> **Exercise brief**
The job is to find each line of the records below that includes the word "lineWidth" and copy it.

> **Study material**
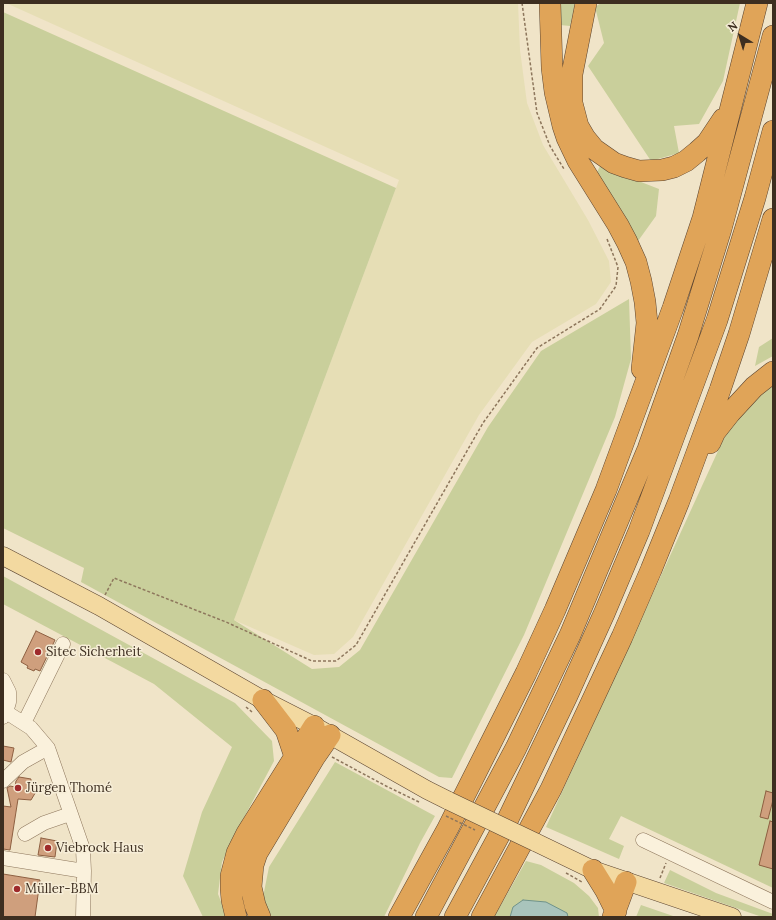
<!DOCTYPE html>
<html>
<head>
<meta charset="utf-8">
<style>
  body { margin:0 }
  #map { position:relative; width:776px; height:920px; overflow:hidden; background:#f0e4c8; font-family:Lora,serif }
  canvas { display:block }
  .frame { position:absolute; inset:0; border:4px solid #3d2e20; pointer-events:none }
  .north { position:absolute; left:720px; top:16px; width:40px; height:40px; -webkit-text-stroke:3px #f7eed8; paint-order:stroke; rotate:322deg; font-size:11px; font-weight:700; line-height:16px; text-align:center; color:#3d2e20 }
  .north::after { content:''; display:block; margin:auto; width:14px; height:18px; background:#3d2e20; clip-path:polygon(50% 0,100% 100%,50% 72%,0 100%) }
</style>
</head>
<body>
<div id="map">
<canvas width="776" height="920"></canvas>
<div class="frame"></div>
<div class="north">N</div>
</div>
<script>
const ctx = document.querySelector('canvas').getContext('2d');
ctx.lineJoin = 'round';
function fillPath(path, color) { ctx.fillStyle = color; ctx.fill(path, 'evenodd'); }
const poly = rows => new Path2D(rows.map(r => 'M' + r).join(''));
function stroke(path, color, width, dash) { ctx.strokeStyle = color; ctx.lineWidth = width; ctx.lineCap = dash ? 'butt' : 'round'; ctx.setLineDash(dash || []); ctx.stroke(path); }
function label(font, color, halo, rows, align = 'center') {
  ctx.font = font + ' Lora,serif'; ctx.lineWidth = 3; ctx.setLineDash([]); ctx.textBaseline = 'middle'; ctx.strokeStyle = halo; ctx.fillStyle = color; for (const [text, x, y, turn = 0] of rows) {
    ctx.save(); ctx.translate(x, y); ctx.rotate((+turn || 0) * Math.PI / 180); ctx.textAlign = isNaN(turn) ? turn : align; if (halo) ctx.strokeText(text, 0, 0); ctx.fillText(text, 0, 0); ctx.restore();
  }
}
const farmland = poly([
  [6,3,518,3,520,50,527,103,543,145,588,220,609,261,611,282,596,304,532,342,479,415,353,637,334,654,314,655,234,620,399,180]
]);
const green = poly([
  [557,3,575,3,570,26,560,25],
  [601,3,740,3,723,81,699,124,674,126,679,153,651,161,588,66,604,43,595,7],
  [3,12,396,188,234,620,312,669,339,667,360,650,488,427,541,351,629,299,631,359,615,417,524,635,452,778,439,777,81,582,84,568,3,528],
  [600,166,659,189,656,216,638,241,596,174],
  [773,338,773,356,755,366,759,347],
  [773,382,773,888,621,816,609,839,624,846,619,859,546,827,723,440,741,410],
  [3,576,235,703,272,741,274,761,239,827,222,862,218,894,227,917,203,917,183,876,202,812,232,747,154,684,3,604],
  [335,762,435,816,420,843,384,917,271,917,263,897,269,867],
  [526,861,541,865,574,883,589,896,598,908,599,917,568,917,566,913,513,907,510,917,494,917],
  [670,870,716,893,773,914,773,917,762,917,664,883],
  [641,905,676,917,636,917]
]);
const water = poly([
  [523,900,546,902,567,913,568,917,510,917,513,907,523,900]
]);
const building = poly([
  [36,631,55,640,40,671,35,669,34,671,27,668,28,666,21,662,36,631],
  [3,746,14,748,11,762,3,760,3,746],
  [19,777,31,779,30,789,37,790,31,800,18,799,10,850,3,849,3,806,11,807,7,788,10,786,15,787,16,781,19,777],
  [766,791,773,793,773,800,768,819,760,817,766,791],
  [770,821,773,822,773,869,759,865,770,821],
  [41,838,57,841,55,857,38,855,41,838],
  [3,874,40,880,35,917,3,917,3,874]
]);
const path = poly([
  [522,3,537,113,550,146,564,169],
  [105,595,114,578,226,622,312,661,336,661,356,645,483,423,537,348,600,309,616,286,618,267,607,239],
  [246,707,252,712],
  [332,757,386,786,419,802],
  [566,873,582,882],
  [660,878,666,863]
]);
const minor = poly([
  [3,680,9,692,9,702,6,712,3,717],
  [6,712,31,728,48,748,83,849,84,871,83,917],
  [24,723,63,644],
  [3,781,23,762,48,748],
  [25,834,44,823,70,814],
  [643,840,773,902],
  [3,858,84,871]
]);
const major = poly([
  [3,556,99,606,263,700,314,726,427,790,449,801],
  [535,842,593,870,732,917]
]);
const highway = poly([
  [550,3,552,68,555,92,563,126,567,138,578,161,618,225,627,242,636,262,641,281,645,302,647,323,642,369],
  [586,3,572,74,572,103,578,126,585,138,594,149,614,163,625,167,639,171,662,170,674,167,686,161,697,152,707,143,723,119],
  [710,443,715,432,730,413,754,387,773,372],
  [263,700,286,730,295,757],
  [593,870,606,891,616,911],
  [236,917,232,900,231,889,231,876,237,853,247,833,314,726],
  [260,917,255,905,251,887,253,865,257,853,314,758,330,735],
  [399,917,448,828,526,673,555,610,606,490,673,308,703,218,757,3],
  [426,917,516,748,570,635,648,449,688,336,721,229,773,36],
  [455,917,508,819,567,696,604,614,639,531,717,320,755,198,773,131],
  [482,917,551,789,622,637,651,570,679,501,720,390,739,334,773,219],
  [613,917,626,882]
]);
const pathBridge = poly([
  [446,816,475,830]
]);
const majorBridge = poly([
  [449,801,535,842]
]);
const markers = [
  [38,652,4,"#9e2a2b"],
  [18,788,4,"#9e2a2b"],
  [48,848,4,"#9e2a2b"],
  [17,889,4,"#9e2a2b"]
];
const poiNames = [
  ["Sitec Sicherheit",46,652],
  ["Jürgen Thomé",26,788],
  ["Viebrock Haus",56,848],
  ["Müller-BBM",25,889]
];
fillPath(farmland, '#e6deb5');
fillPath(green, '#c9cf9b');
fillPath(water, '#a9c4bc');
stroke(water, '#6f938a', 1);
fillPath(building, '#cf9f7d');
stroke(building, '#8d5f41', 1);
stroke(minor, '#8d765c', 15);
stroke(major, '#5b4430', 19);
stroke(highway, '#5b4430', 22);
stroke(path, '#8d765c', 1.5, [3, 2]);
stroke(minor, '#faf1dc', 14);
stroke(major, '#f3d9a0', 18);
stroke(highway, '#e0a458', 21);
stroke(majorBridge, '#5b4430', 19, []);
stroke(pathBridge, '#8d765c', 1.5, [3, 2]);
stroke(majorBridge, '#f3d9a0', 18);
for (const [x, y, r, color] of markers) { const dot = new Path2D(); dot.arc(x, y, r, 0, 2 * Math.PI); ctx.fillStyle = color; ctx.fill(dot); stroke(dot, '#f7eed8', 1.5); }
label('13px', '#3d2e20', '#f7eed8', poiNames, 'left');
</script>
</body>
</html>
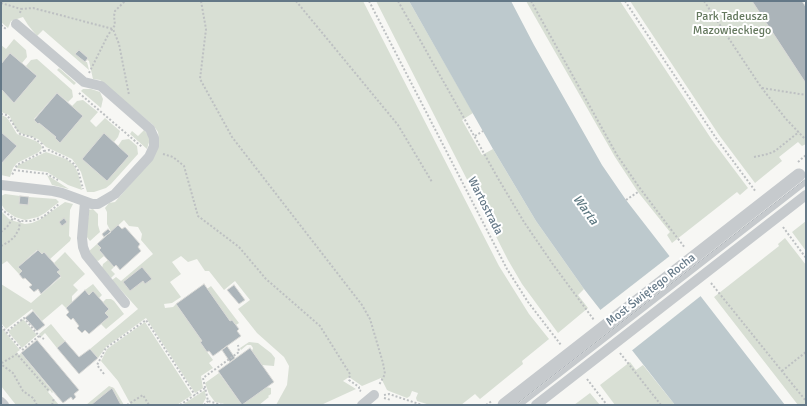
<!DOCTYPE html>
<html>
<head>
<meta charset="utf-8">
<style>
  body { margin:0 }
  #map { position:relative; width:807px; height:406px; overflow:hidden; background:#f7f7f4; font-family:Signika,sans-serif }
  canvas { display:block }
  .frame { position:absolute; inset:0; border:2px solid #647887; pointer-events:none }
</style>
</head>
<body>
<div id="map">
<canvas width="807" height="406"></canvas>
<div class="frame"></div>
</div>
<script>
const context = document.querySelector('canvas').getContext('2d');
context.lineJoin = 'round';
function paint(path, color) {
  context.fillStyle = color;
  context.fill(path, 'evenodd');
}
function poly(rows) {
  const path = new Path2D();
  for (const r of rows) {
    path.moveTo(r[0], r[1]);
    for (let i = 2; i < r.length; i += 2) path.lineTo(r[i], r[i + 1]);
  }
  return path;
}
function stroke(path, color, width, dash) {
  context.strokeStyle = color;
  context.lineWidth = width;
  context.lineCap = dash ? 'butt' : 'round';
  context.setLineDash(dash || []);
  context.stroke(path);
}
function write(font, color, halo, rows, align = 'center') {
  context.font = font + ' Signika,sans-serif';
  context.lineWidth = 4;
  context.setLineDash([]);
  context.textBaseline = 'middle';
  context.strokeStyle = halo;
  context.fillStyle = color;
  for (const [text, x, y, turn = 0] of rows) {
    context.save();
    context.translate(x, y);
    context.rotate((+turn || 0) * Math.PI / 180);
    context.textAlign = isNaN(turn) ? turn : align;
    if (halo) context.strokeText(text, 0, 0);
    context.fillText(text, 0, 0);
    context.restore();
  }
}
const green = poly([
  [1,1,363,1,499,266,529,314,549,339,522,361,523,364,480,399,475,394,461,405,430,405,417,401,416,398,418,393,412,391,410,396,407,398,389,391,387,390,381,378,362,386,349,377,343,381,356,389,321,405,276,405,287,385,289,366,284,357,257,333,238,309,250,300,235,281,224,290,209,271,205,271,197,259,188,262,181,256,172,262,181,274,170,282,181,297,172,303,164,304,165,308,173,307,176,304,202,341,200,342,213,360,209,363,213,368,201,376,203,388,195,393,146,318,106,347,98,358,90,349,138,309,112,280,116,277,121,281,153,254,141,240,142,234,138,227,129,226,124,220,111,232,107,224,107,212,105,208,109,203,115,202,153,158,159,140,158,132,153,125,100,80,93,79,89,61,87,60,88,58,79,50,76,54,85,62,87,62,89,70,43,30,37,36,28,25,23,17,11,21,8,28,1,22],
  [376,1,409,1,473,113,462,120,482,155,493,149,536,221,584,289,578,295,588,308,558,333,522,284,508,260],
  [526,1,620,1,712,140,748,188,740,195,737,192,672,243,667,235,670,232,638,192,615,157],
  [630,1,752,1,805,82,806,82,806,144,802,146,798,142,779,157,782,161,755,183,719,135],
  [14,39,26,50,27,57,22,63,10,53,1,64,1,45,6,49],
  [37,59,72,90,73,97,68,102,57,93,34,119,56,137,55,138,60,143,83,116,72,106,77,101,83,100,98,112,90,121,96,127,105,118,120,131,118,137,114,142,104,134,82,159,107,181,129,156,118,146,122,140,129,139,137,146,138,154,111,184,106,188,94,192,87,192,81,172,72,159,46,147,38,139,20,133,17,131,9,115,1,112,1,89,14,103,37,76,26,66,31,60],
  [59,68,76,83,74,85,57,70],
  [83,89,91,89,100,92,103,99,101,108,81,91],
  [1,115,6,117,8,119,17,134,36,141,41,145,42,148,39,152,17,163,13,168,10,177,1,175,1,164,17,146,1,132],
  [144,130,148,135,150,139,147,149,130,134,132,131,138,136],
  [46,152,66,159,74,165,78,173,82,190,68,185,47,172,16,168,18,165],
  [47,175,69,189,52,185],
  [5,194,20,196,19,204,28,205,29,197,56,199,59,202,45,213,38,217,25,220,15,217,6,211,1,204,1,196],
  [65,202,73,204,70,210,69,236,71,238,70,241,50,259,44,252,42,254,37,250,18,267,22,271,19,274,7,261,1,265,1,211,9,219,14,221,25,224,32,223,39,220],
  [93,209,98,214,98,225,100,232,90,241,86,236,89,210],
  [806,221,806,251,792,232],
  [785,238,806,265,806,405,798,405,714,297,779,246,778,244],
  [97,244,101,248,99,250,104,256,98,261,95,260,88,252],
  [65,252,85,274,73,285,78,290,72,296,72,302,66,308,62,304,42,321,32,309,6,329,1,323,1,284,31,303,61,277,57,272,60,270,54,263],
  [108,260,114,267,111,270,115,274,111,278,102,268,103,264],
  [93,284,102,295,99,298,89,295,85,290],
  [211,286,239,323,236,325,232,320,230,321,207,289],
  [106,299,111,299,114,301,124,314,106,329,101,324,109,317,105,313,109,309,103,302],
  [23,319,37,335,22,348,9,333,9,331],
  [145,322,192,395,177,405,131,405,118,381,101,361,107,349],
  [51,324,65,341,57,348,45,333,41,337,39,334],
  [1,327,20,350,17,352,19,355,21,353,53,392,52,393,50,390,48,392,59,405,16,405,1,386],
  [249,342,258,343,271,353,275,358,274,366,262,365,252,351,253,348,251,345,247,345,241,350,240,348],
  [630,362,636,370,643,365,675,405,615,405,600,385],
  [219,373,242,405,266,387,271,388,271,394,268,396,269,397,259,405,229,405,215,402,209,394,205,383],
  [109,386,114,388,124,405,86,405],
  [205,390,206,398,202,405,182,405],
  [590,393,600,405,574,405]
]);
const water = poly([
  [409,1,511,1,534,45,602,165,626,200,785,405,675,405,584,289,536,221,493,149]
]);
const pier = poly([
  [671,255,702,295,630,352,599,311]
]);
const building = poly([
  [752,1,802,1,806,7,806,82,805,82,752,1],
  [79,50,88,58,85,62,75,54,79,50],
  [10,53,37,76,14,103,1,89,1,64,10,53],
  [57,93,83,116,60,143,55,138,56,137,39,123,38,124,34,120,57,93],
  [1,132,17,146,1,164,1,132],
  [104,133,129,156,107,181,82,159,104,133],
  [20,196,29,197,28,205,19,204,20,196],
  [64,218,67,222,62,226,59,222,64,218],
  [118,225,122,229,125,227,140,244,138,247,141,251,120,270,116,265,114,267,99,250,101,248,97,244,118,225],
  [108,229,111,232,104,237,102,234,108,229],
  [38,250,42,254,44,252,60,270,57,272,61,276,41,294,38,289,34,292,29,287,32,285,25,278,23,279,19,274,22,271,18,267,38,250],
  [142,267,152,279,145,284,143,281,130,291,123,282,142,267],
  [204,284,230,321,232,320,239,329,237,331,241,336,213,356,209,351,207,352,200,342,202,341,176,304,204,284],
  [234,285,245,300,239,304,227,290,234,285],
  [85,290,89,295,93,291,109,309,105,313,109,317,89,334,85,330,82,333,77,328,79,326,73,318,71,320,66,315,69,312,66,308,85,290],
  [33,311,45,325,37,331,25,318,33,311],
  [37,340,79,390,74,394,76,397,73,400,71,397,63,403,21,353,37,340],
  [65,341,79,357,90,349,98,358,79,374,57,348,65,341],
  [227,346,235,358,230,362,222,350,227,346],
  [250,348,274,382,242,405,218,371,250,348],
  [112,388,121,405,91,405,112,388]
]);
const path = poly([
  [201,1,206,29,200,79,232,137,362,305,370,319,383,363,385,374,379,385],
  [296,1,398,125,432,182],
  [369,1,507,269,528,302,561,345],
  [398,1,499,180,524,222,552,263,594,320],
  [531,1,617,155,639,187,685,248],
  [625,1,716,138,756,192],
  [704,1,761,87,786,119,806,140],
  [1,3,21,9],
  [20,13,21,9,33,8,113,29,119,44,129,95],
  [1,25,6,29],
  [89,73,108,35,115,25,114,16,115,11,125,1],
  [762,88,806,95],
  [79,93,142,147],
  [1,114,7,115,20,134,32,137,42,144,44,151,17,165,12,175],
  [475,136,483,131],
  [44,151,49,150,66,158,74,164,78,170,83,189],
  [163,154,173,157,184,166,198,216,239,247,266,279,320,326,350,374,349,380,359,387,359,390,361,391],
  [754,157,768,154,775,151,799,132],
  [798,162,806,155],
  [14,170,47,174,58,180],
  [626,200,638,192],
  [1,209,13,218,20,221,31,221,43,217,59,204],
  [783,227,806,258],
  [1,232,7,227,13,218],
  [1,246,10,241,15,236,19,229,20,221],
  [711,283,806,401],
  [1,326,22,350,39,336,24,318,6,332],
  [39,336,44,339],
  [620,353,661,405],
  [782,371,806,352],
  [104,374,97,365,106,348,146,320,195,395],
  [587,379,607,405],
  [384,395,389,394,422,405],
  [384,398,391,400],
  [37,405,33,398,23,391,13,373,2,365,2,363,17,354,49,391],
  [52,405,54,398],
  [127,405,143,395,149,405],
  [180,405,205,388],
  [204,405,208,401],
  [222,405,208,401,203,378,239,352,238,345]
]);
const minor = poly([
  [1,185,53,191,62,193,92,204,98,204,115,194,149,157,154,146,154,138,150,129,101,86,84,82,16,24],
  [85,202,82,238,83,247,86,255,125,303],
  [1,402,4,405],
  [362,405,374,395]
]);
const tram = poly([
  [515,405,806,179]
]);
const pathBridge = poly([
  [486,405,492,401]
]);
const serviceBridge = poly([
  [520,405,805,183]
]);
const minorBridge = poly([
  [536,405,806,195]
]);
const tertiaryBridge = poly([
  [504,405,799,175]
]);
const parkNames = [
  ["Park Tadeusza",732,17],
  ["Mazowieckiego",732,31]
];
const streetNames = [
  ["Wartostrada",485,206,63],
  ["Most Świętego Rocha",651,290,-38]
];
const waterNames = [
  ["Warta",585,210,54]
];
paint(green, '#d8dfd4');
paint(water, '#bdc9cd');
paint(pier, '#f7f7f4');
paint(building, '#abb4b9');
stroke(building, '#d9d9d6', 1);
stroke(path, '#bdc0c2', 2, [2, 2]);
stroke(minor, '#c6cacd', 10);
stroke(tram, '#a4abb1', 1);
stroke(pathBridge, '#bdc0c2', 2, [2, 2]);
stroke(serviceBridge, '#c6cacd', 5);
stroke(minorBridge, '#c6cacd', 10);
stroke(tertiaryBridge, '#c6cacd', 13);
write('12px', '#65795f', '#fff', parkNames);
write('12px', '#647887', '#fff', streetNames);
write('italic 13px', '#5f7a83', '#fff', waterNames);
</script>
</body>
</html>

> **Answer below**
function stroke(path, color, width, dash) { ctx.strokeStyle = color; ctx.lineWidth = width; ctx.lineCap = dash ? 'butt' : 'round'; ctx.setLineDash(dash || []); ctx.stroke(path); }
  ctx.font = font + ' Lora,serif'; ctx.lineWidth = 3; ctx.setLineDash([]); ctx.textBaseline = 'middle'; ctx.strokeStyle = halo; ctx.fillStyle = color; for (const [text, x, y, turn = 0] of rows) {
  context.lineWidth = width;
  context.lineWidth = 4;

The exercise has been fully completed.